Les partisans de cette solution, qui croient au gouvernement du peuple et à la prééminence du droit, estiment que les législateurs doivent être choisis par le peuple. Ils considèrent encore le droit islamique comme un cadre de référence, tant qu’il est accepté par la majorité au cours d’un processus civil dans lequel des représentants élus ont le dernier mot. Cette option serait bien éloignée de celle des Frères Musulmans, par exemple, selon laquelle les imams doivent donner leur imprimatur à toutes les lois du pays.
Dans cet esprit, l’Egypte devrait façonner un modèle qui lui soit propre, conforme à son histoire, à sa culture et surtout à la volonté de son peuple. Les principes de démocratie et de laïcité sont conjugués différemment selon les pays.
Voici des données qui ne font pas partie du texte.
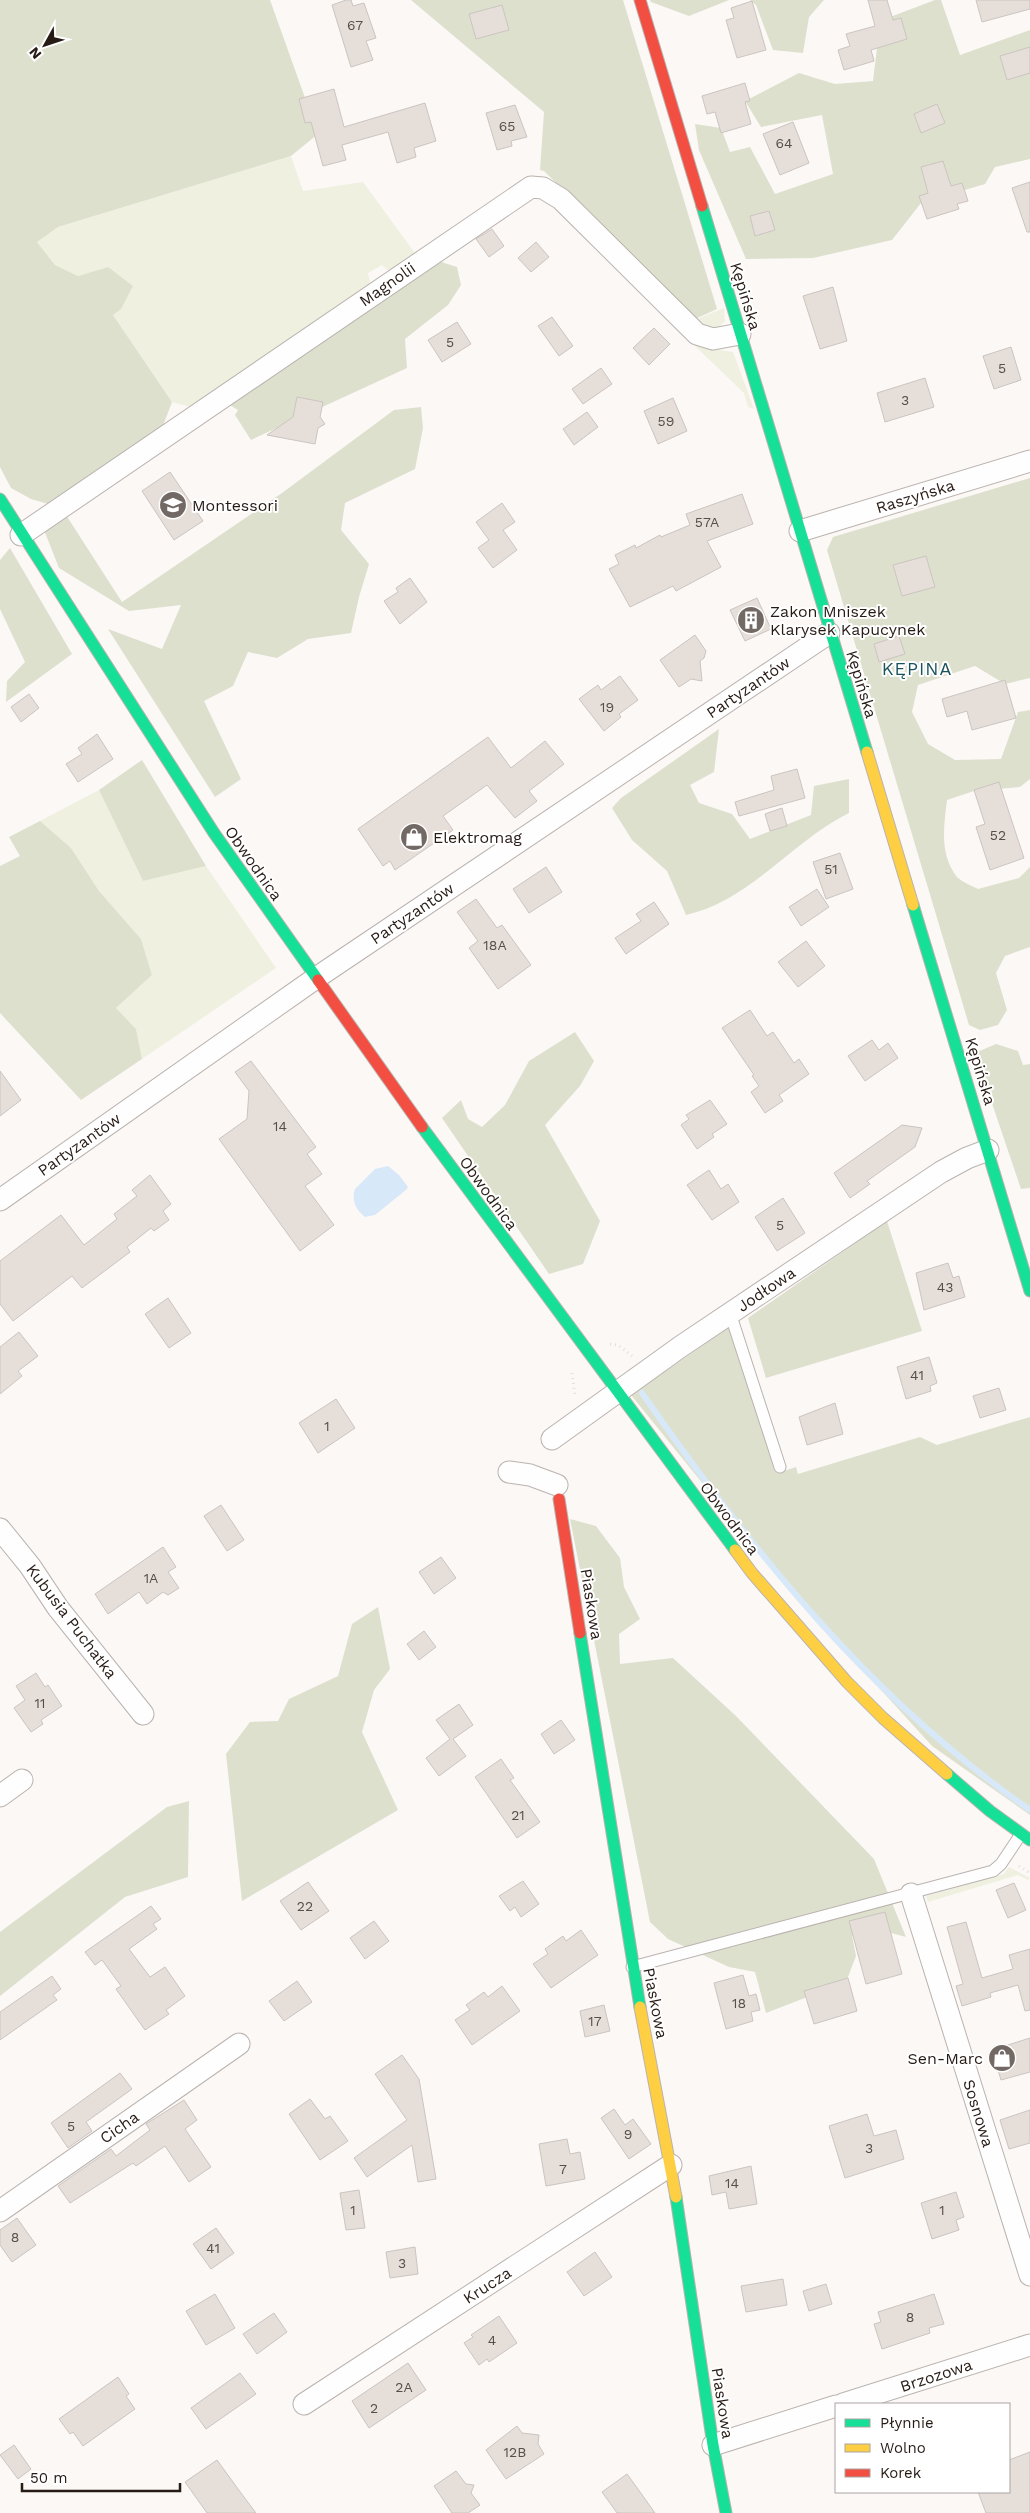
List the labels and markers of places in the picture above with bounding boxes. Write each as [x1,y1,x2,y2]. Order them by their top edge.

Le modèle français et turc, qui réglemente très strictement la présence de la religion dans le domaine public afin de préserver la démocratie, est bien différent de la pratique américaine, dans laquelle la religion joue un rôle influent en matière politique. Dans chacun de ces exemples, le rapport unique entre religion et régime politique correspond aux besoins du pays concerné.
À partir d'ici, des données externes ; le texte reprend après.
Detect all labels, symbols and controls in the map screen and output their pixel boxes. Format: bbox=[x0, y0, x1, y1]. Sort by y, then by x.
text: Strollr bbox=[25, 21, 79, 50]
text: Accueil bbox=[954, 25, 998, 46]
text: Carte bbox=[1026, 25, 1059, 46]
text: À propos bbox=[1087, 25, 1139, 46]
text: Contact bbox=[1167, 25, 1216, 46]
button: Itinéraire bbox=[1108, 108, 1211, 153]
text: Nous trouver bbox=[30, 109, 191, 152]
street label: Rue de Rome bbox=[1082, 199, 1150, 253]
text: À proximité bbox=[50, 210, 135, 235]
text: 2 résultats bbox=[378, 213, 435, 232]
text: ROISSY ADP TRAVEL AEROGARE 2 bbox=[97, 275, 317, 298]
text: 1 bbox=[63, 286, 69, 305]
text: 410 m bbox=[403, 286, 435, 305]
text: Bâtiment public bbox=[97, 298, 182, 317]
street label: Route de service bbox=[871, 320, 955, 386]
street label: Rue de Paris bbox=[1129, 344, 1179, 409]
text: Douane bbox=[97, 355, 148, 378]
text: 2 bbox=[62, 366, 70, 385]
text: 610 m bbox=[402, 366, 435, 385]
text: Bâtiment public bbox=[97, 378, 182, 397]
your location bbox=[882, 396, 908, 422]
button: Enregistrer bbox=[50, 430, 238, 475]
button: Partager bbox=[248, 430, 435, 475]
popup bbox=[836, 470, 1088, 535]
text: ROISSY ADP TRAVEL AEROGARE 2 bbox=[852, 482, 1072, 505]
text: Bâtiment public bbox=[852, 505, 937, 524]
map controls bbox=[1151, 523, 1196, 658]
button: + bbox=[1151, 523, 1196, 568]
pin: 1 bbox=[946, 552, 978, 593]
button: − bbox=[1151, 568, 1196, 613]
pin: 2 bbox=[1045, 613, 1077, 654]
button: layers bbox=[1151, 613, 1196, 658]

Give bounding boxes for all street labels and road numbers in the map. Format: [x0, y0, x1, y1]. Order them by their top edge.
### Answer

Dans ce contexte, la minorité chrétienne d’Egypte doit pouvoir jouir de tous les droits civiques qui reviennent aux minorités dans les régimes démocratiques, tel le droit de se présenter aux élections présidentielles et parlementaires, le droit d’initiative des lois et le droit à l’égalité devant la loi. Mais toutes leurs revendications ne sauraient être satisfaites pour autant, comme par exemple la suppression de l’article 2 de la Constitution, revendication qui susciterait l’hostilité de la majorité et alimenterait les affrontements sectaires.
Il faut se rappeler qu’aucun régime démocratique n’a jamais répondu à tous les désirs de ses minorités. En France, par exemple, le parlement a voté l’interdiction du port du voile dans les écoles publiques, allant ainsi contre les vœux de la minorité musulmane de ce pays.
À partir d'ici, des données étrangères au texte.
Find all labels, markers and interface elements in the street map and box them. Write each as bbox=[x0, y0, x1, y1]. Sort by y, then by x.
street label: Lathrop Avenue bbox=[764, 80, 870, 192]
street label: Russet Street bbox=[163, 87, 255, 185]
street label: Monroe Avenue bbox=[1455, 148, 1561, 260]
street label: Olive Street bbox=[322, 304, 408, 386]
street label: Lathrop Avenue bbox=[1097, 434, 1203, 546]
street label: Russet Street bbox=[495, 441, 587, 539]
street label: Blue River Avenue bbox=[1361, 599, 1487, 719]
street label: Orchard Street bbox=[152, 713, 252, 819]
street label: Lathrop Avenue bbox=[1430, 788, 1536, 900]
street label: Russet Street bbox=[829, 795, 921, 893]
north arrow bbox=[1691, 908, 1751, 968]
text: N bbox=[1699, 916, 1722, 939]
Une pierre d’achoppement symbolique dans ce débat sur le rapport entre droit des minorités et droit islamique est la question de l’accès d’un Copte à la présidence. Dans la mesure où un Copte veut se présenter à l’élection présidentielle, il devrait en avoir le droit, à condition de s’engager à respecter les lois du pays et la volonté de la majorité. Après quoi les urnes décident.
Contrairement à ce qu’on pourrait être tenté de croire, ce n’est pas la charia qui constitue un obstacle. Selon certaines interprétations de la charia, la fonction de président, en cette époque moderne, pourrait être une fonction civile qui ne permet au président de prendre que des décisions conformes à la volonté du peuple et aux valeurs de la nation. Car c’est la situation politique du pays et non la charia qui, depuis 28 ans, empêche toute personne autre que le président Hosni Moubarak, qu’elle soit musulmane ou chrétienne, d’accéder à la présidence. La démocratie n’a pas encore pris en Egypte.
Les Coptes doivent continuer de défendre leurs droits, mais sans empiéter sur les valeurs essentielles de la majorité. En d’autres termes, ils ne doivent pas exiger l’abolition de tout principe islamique dans la vie politique. Le progrès de la démocratie en Egypte ne passe pas par l’abolition de la charia, élément indispensable de l’identité nationale, mais il suppose une réforme du régime actuel et la concession de droits élargis aux minorités.
Coptes et musulmans doivent s’unir dans leurs revendications démocratiques. Ensemble ils peuvent doter l’Egypte d’un régime bien adapté à la culture et à la société propres à ce pays, tout en garantissant les libertés de tous ses citoyens.